Conversations with Your Teen Sons!

My brother and I have an uncle that lives in Florida. He and my brother have always had a very close relationship. Whenever anyone asks my now-grown brother why he loves his uncle so much, he always says that when he was young, Uncle Jim made him feel just as important as the adults in the room.


Photo: Thomas Sørensen
Photo: Thomas Sørensen


During the phase of life when teenagers so often feel overlooked and under-appreciated, Uncle Jim made my brother feel valued, not just by expressing affection, but by engaging him in great conversations and showing sincere interest in his life.

Sadly, many of our sons don’t have an “Uncle Jim” in their lives. Some may not have any strong male role models to speak of. But even if they do, this doesn’t let us moms off the hook! Our teen sons need this same sort of affirmation from their mothers.
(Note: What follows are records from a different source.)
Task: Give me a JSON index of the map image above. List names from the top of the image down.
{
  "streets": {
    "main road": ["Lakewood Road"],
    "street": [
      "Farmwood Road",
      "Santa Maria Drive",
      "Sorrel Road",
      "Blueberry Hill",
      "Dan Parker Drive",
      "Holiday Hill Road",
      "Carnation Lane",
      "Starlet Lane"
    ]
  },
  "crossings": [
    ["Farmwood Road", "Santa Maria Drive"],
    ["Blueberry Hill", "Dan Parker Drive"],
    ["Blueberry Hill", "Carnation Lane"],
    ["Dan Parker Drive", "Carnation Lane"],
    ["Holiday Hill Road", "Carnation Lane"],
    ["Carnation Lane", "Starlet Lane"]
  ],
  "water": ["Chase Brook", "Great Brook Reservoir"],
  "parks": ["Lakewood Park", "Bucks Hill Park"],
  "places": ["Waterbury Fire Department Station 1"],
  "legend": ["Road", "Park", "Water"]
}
We need to carve out time from our mothering routines to engage them in great conversations. {tweet this}

You might be thinking, I talk to my son all the time! And of course you do. You’re his mother, after all. But if your mother-son relationship looks anything like mine, more often than not the conversations revolve around discipline issues or general care-giving. We talk to them about how they can improve their attitudes, pick up after themselves, treat their siblings better, and making sure they are eating well. Some, perhaps even most, days, our “quality time” with our teen sons consists of driving them to school, sports practice, music lessons, etc., etc.
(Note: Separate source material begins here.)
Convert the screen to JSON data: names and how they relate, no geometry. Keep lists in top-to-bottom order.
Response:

The rushing and racing and disciplining and care-giving is all part of being a mom.

But mothers, we can’t let these interactions be the core of our relationships with our sons.

As our sons grow from children to young adults, they need us, their mothers, to engage them in the sorts of conversations that make them feel like young adults – conversations that encourage them to be strong men of God.

Keep It Simple

For some of us, these conversations aren’t easy. Perhaps our sons seem distant and disinterested. Perhaps it feels like you share little to no common ground. And these things may be true, but we all need to start somewhere. Keep it simple!

  • You don’t need to jump straight to “what is the meaning of life?”
  • Try asking your son’s thoughts on a particular book or TV show.
  • If he’s interested in a subject you’re not familiar with, ask him to explain it to you.
  • Engage him in a “grown up” conversation about politics or current events.
  • Challenge him to develop an interest in these areas. {My son loves to have discussions about these things and feel included in the world of adulthood.}

Once you’ve breached the gap with these sorts of intermediate topics, you can start to dig deeper. Really get to know your son, and take an active part in developing the man he is – all too quickly – becoming. 


Make Deposits

Then Go Deeper

Although dads often play the bigger role in talks involving girls, puberty, sex, and the dangers of pornography, moms can, and should, still be a part of these conversations. Some of you single moms may need to have all of these talks with your sons. Regardless of your situation, don’t shy away from these topics. They are some of the most important in his life, and your maternal perspective is invaluable.

After all, Proverbs doesn’t distinguish between fathers and mothers when it commands in Proverbs 22:6 (ESV), “Train up a child in the way he should go; even when he is old he will not depart from it.”

  • Have conversations about his ambitions and dreams for the future.
  • Ask him for his thoughts on spiritual topics, and make sure he knows you’re praying for him.
  • Above all, seek to encourage, and not to tear down.
  • He needs to hear you point out his strengths and validate his contributions.
  • He needs to hear how much to love him and how he makes you proud (even if it makes him blush!).

Make sure you aren’t always talking on your turf. By that I mean, make an effort to bond with your sons in places where he feels comfortable. Exercise together. Who says moms can’t shoot hoops or toss a ball? If you allow video games, play with them sometimes.  Go out on a “date night” at a restaurant he likes. Whatever it is, let your son know you want to share some time doing something he enjoys.

I know talking to your teen son can be awkward, for them and for us. But do it anyway!  If he pushes you away, don’t give up.  Sometimes it will feel like you have to pull conversations out of your teen son, and that’s okay.  If you have younger boys, start great conversations now!  The earlier you start, the less awkward they will be. It won’t always be easy, but it will always be worth it!

“Each day of our lives we make deposits in the memory banks of our children.”
Chuck Swindoll

What about you? Do you ever struggle to be a mother to growing boys?

What are some ways you’ve found to connect with your teen sons?